┌─ Provided records
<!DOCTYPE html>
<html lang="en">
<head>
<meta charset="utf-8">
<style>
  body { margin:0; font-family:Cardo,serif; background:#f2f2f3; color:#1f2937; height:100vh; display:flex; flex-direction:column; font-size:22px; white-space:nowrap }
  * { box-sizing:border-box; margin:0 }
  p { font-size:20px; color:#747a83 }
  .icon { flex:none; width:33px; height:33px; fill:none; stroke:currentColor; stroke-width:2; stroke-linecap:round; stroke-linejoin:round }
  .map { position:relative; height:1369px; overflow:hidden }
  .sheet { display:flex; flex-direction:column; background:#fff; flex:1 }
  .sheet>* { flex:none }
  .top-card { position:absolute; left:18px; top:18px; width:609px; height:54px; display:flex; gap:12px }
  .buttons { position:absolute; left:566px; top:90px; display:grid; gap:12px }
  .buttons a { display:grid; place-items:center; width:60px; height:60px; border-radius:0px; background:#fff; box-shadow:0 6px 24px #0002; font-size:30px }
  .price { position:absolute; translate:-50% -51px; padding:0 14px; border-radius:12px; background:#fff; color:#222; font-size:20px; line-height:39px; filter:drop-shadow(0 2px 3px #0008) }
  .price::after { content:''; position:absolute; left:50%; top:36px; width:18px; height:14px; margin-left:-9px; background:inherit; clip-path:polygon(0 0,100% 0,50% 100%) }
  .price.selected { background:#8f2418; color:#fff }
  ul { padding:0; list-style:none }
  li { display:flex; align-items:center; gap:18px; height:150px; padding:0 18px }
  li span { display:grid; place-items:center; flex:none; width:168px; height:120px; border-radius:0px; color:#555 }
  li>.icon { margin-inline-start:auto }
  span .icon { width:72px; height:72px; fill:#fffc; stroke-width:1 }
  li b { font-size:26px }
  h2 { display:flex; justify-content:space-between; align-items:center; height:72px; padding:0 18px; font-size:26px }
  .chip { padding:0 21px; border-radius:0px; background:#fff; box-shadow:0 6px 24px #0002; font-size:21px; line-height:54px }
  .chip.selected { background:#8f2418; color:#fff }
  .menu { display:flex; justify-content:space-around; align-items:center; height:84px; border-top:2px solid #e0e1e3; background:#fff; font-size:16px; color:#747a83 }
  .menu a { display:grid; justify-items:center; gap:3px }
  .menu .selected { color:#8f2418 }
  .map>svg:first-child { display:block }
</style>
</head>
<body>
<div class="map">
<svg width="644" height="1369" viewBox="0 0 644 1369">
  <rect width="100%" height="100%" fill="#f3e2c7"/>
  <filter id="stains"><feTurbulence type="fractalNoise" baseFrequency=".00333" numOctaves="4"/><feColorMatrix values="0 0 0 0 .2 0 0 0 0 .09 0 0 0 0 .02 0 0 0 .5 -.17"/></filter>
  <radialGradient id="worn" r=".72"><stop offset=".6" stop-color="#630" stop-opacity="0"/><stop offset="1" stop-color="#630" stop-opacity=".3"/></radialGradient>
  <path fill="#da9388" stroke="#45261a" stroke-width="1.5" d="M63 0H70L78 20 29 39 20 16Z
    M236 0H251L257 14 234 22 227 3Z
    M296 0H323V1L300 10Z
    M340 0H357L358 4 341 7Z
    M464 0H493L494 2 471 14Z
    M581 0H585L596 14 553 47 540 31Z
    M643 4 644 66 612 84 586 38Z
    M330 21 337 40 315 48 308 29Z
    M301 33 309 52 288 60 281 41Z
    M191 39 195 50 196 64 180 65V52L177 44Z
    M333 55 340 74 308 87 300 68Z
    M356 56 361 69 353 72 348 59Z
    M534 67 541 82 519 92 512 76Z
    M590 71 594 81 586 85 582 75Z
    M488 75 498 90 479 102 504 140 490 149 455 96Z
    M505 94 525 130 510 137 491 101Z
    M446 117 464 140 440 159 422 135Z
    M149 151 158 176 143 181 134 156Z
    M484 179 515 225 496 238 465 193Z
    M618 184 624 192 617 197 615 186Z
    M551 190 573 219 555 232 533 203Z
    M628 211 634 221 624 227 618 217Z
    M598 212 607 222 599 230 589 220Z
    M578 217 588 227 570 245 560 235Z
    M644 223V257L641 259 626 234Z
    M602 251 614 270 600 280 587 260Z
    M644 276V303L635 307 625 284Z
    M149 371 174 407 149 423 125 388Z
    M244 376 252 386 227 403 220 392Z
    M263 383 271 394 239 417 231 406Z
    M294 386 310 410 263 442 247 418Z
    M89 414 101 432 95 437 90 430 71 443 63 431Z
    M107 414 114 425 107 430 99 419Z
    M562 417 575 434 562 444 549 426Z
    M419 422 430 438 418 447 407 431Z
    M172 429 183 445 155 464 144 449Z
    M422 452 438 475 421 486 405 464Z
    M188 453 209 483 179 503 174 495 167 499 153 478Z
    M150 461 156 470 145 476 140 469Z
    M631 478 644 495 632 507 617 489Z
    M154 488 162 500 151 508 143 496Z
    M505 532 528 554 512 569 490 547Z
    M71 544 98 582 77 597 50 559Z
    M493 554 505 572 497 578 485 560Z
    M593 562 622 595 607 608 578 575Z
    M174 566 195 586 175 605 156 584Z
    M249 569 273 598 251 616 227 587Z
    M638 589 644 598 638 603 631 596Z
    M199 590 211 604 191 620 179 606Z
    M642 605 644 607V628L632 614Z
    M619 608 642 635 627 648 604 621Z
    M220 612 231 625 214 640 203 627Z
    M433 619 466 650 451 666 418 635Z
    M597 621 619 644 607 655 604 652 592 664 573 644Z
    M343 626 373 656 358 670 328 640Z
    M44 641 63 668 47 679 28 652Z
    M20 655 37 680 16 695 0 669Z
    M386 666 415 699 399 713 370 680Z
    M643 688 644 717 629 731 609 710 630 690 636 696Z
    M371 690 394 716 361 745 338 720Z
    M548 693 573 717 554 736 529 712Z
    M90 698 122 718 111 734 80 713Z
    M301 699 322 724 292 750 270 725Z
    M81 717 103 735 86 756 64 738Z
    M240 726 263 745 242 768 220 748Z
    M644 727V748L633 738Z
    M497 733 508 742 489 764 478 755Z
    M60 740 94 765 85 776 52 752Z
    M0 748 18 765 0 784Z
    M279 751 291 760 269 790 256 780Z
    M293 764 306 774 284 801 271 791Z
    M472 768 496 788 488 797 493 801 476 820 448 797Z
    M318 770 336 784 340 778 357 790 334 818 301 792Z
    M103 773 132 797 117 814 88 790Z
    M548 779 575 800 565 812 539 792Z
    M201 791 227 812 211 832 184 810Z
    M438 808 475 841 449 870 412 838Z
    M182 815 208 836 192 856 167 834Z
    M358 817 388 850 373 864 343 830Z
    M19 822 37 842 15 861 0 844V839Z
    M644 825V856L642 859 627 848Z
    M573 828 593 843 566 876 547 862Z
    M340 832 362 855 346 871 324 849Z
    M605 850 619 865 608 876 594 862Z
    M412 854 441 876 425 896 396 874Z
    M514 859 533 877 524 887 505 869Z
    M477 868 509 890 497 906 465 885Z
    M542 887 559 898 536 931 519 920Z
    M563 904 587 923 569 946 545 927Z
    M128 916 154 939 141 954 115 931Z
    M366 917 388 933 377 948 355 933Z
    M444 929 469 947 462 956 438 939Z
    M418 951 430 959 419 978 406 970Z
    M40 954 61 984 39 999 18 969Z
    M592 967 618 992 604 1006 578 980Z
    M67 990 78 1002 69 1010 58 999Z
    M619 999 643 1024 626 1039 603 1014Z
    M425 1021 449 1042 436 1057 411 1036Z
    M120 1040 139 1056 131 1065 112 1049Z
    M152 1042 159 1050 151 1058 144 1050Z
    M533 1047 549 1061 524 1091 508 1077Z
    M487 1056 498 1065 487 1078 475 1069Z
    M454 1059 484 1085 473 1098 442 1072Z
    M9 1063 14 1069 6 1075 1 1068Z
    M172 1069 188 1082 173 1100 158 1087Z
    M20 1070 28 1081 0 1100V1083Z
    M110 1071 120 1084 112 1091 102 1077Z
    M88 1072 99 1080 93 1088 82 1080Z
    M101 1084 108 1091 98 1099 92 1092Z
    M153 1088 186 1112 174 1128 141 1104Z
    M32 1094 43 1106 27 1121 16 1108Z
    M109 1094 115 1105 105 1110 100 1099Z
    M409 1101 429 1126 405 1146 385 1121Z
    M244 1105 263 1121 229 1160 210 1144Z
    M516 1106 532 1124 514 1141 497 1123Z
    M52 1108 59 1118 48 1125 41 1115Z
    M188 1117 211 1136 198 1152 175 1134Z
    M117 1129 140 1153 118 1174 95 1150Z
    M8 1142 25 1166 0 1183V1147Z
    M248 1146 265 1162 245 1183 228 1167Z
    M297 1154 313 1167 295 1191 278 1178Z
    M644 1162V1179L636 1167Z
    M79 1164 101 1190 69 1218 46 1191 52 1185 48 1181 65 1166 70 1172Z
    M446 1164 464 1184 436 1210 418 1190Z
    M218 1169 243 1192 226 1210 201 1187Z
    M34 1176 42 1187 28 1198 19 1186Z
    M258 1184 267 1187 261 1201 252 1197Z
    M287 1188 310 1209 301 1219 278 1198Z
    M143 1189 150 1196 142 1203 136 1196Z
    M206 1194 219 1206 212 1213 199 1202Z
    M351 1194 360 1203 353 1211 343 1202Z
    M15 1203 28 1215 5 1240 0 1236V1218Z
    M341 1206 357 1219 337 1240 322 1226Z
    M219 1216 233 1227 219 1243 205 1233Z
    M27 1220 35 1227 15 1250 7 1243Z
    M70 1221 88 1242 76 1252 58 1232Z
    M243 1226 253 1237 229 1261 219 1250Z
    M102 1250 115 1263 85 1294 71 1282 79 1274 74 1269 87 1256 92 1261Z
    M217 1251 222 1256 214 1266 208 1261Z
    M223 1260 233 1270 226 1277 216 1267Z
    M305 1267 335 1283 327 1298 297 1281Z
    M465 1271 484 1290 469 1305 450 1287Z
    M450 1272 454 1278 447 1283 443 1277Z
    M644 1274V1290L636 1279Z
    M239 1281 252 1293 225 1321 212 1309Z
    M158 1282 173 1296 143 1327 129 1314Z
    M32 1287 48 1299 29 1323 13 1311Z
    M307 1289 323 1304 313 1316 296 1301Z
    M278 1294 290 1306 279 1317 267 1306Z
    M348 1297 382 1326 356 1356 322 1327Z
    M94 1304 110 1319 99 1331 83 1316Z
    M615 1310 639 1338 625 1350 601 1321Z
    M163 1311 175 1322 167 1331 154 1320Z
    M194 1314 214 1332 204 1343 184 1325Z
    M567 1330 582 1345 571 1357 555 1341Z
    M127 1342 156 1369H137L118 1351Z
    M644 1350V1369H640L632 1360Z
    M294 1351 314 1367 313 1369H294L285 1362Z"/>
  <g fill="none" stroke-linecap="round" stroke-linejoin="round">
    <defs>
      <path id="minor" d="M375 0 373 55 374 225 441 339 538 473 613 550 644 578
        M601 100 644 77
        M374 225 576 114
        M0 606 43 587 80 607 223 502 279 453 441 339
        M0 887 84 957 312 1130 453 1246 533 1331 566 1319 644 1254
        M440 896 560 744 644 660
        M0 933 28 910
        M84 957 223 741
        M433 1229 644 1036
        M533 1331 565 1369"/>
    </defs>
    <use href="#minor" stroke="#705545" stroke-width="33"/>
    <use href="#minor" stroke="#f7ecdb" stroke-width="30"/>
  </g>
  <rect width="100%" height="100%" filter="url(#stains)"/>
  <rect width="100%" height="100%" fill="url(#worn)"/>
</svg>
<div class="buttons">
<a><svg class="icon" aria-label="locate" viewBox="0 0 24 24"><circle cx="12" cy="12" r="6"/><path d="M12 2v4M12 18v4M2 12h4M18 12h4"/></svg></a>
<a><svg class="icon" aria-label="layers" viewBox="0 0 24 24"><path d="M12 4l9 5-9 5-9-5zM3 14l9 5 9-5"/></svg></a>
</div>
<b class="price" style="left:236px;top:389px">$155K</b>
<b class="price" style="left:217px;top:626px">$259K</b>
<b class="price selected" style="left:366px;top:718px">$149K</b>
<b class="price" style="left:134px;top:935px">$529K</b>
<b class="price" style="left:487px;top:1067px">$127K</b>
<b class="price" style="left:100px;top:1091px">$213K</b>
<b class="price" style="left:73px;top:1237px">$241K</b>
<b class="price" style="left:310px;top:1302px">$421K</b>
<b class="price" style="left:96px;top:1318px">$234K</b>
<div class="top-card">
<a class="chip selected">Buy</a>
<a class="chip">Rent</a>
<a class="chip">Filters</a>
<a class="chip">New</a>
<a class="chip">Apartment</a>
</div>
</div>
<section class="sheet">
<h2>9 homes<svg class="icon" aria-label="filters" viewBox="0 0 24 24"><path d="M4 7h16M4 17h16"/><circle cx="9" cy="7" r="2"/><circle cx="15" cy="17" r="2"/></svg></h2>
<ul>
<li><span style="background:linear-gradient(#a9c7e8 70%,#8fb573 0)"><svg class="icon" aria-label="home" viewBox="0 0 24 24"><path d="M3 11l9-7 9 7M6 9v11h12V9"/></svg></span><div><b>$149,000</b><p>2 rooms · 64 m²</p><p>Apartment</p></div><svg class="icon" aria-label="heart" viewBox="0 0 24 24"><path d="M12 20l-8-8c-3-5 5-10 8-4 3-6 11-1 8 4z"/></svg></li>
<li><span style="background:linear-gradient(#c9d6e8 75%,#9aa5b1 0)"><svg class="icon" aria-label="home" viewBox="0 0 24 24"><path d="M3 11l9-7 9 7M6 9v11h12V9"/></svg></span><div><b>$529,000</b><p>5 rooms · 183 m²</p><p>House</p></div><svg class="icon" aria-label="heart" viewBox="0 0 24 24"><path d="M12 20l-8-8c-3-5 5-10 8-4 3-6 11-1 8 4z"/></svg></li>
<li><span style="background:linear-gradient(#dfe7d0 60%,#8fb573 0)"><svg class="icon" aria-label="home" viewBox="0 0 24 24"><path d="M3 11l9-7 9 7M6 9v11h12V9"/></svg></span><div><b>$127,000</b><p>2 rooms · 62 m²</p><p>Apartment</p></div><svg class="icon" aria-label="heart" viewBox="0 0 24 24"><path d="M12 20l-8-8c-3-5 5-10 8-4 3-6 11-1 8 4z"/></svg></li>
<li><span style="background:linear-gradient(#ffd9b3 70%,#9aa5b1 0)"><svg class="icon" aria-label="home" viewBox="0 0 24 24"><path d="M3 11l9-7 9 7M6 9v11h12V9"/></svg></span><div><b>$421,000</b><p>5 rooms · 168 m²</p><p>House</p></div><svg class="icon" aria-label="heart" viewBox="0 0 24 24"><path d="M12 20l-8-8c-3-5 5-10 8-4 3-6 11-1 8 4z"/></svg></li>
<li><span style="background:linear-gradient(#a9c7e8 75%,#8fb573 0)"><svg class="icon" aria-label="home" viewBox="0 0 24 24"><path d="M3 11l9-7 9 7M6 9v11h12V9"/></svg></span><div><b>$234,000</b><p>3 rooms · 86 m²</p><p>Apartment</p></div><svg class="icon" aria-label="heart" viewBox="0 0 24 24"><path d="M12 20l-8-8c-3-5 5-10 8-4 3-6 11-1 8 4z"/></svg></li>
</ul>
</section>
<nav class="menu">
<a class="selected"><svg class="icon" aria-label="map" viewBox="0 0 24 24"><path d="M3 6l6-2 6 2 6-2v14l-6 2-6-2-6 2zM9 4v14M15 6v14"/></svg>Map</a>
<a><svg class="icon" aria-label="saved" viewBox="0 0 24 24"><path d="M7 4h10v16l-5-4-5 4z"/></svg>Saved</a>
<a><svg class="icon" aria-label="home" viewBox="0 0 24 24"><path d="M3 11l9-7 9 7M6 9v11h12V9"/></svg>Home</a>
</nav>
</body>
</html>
└─
Work request:
Return word for word the lines above from the line with "M618 184 624 192 617 197 615 186Z" to the line with "M201 791 227 812 211 832 184 810Z", including both and leaving out all others.

Task answer:
    M618 184 624 192 617 197 615 186Z
    M551 190 573 219 555 232 533 203Z
    M628 211 634 221 624 227 618 217Z
    M598 212 607 222 599 230 589 220Z
    M578 217 588 227 570 245 560 235Z
    M644 223V257L641 259 626 234Z
    M602 251 614 270 600 280 587 260Z
    M644 276V303L635 307 625 284Z
    M149 371 174 407 149 423 125 388Z
    M244 376 252 386 227 403 220 392Z
    M263 383 271 394 239 417 231 406Z
    M294 386 310 410 263 442 247 418Z
    M89 414 101 432 95 437 90 430 71 443 63 431Z
    M107 414 114 425 107 430 99 419Z
    M562 417 575 434 562 444 549 426Z
    M419 422 430 438 418 447 407 431Z
    M172 429 183 445 155 464 144 449Z
    M422 452 438 475 421 486 405 464Z
    M188 453 209 483 179 503 174 495 167 499 153 478Z
    M150 461 156 470 145 476 140 469Z
    M631 478 644 495 632 507 617 489Z
    M154 488 162 500 151 508 143 496Z
    M505 532 528 554 512 569 490 547Z
    M71 544 98 582 77 597 50 559Z
    M493 554 505 572 497 578 485 560Z
    M593 562 622 595 607 608 578 575Z
    M174 566 195 586 175 605 156 584Z
    M249 569 273 598 251 616 227 587Z
    M638 589 644 598 638 603 631 596Z
    M199 590 211 604 191 620 179 606Z
    M642 605 644 607V628L632 614Z
    M619 608 642 635 627 648 604 621Z
    M220 612 231 625 214 640 203 627Z
    M433 619 466 650 451 666 418 635Z
    M597 621 619 644 607 655 604 652 592 664 573 644Z
    M343 626 373 656 358 670 328 640Z
    M44 641 63 668 47 679 28 652Z
    M20 655 37 680 16 695 0 669Z
    M386 666 415 699 399 713 370 680Z
    M643 688 644 717 629 731 609 710 630 690 636 696Z
    M371 690 394 716 361 745 338 720Z
    M548 693 573 717 554 736 529 712Z
    M90 698 122 718 111 734 80 713Z
    M301 699 322 724 292 750 270 725Z
    M81 717 103 735 86 756 64 738Z
    M240 726 263 745 242 768 220 748Z
    M644 727V748L633 738Z
    M497 733 508 742 489 764 478 755Z
    M60 740 94 765 85 776 52 752Z
    M0 748 18 765 0 784Z
    M279 751 291 760 269 790 256 780Z
    M293 764 306 774 284 801 271 791Z
    M472 768 496 788 488 797 493 801 476 820 448 797Z
    M318 770 336 784 340 778 357 790 334 818 301 792Z
    M103 773 132 797 117 814 88 790Z
    M548 779 575 800 565 812 539 792Z
    M201 791 227 812 211 832 184 810Z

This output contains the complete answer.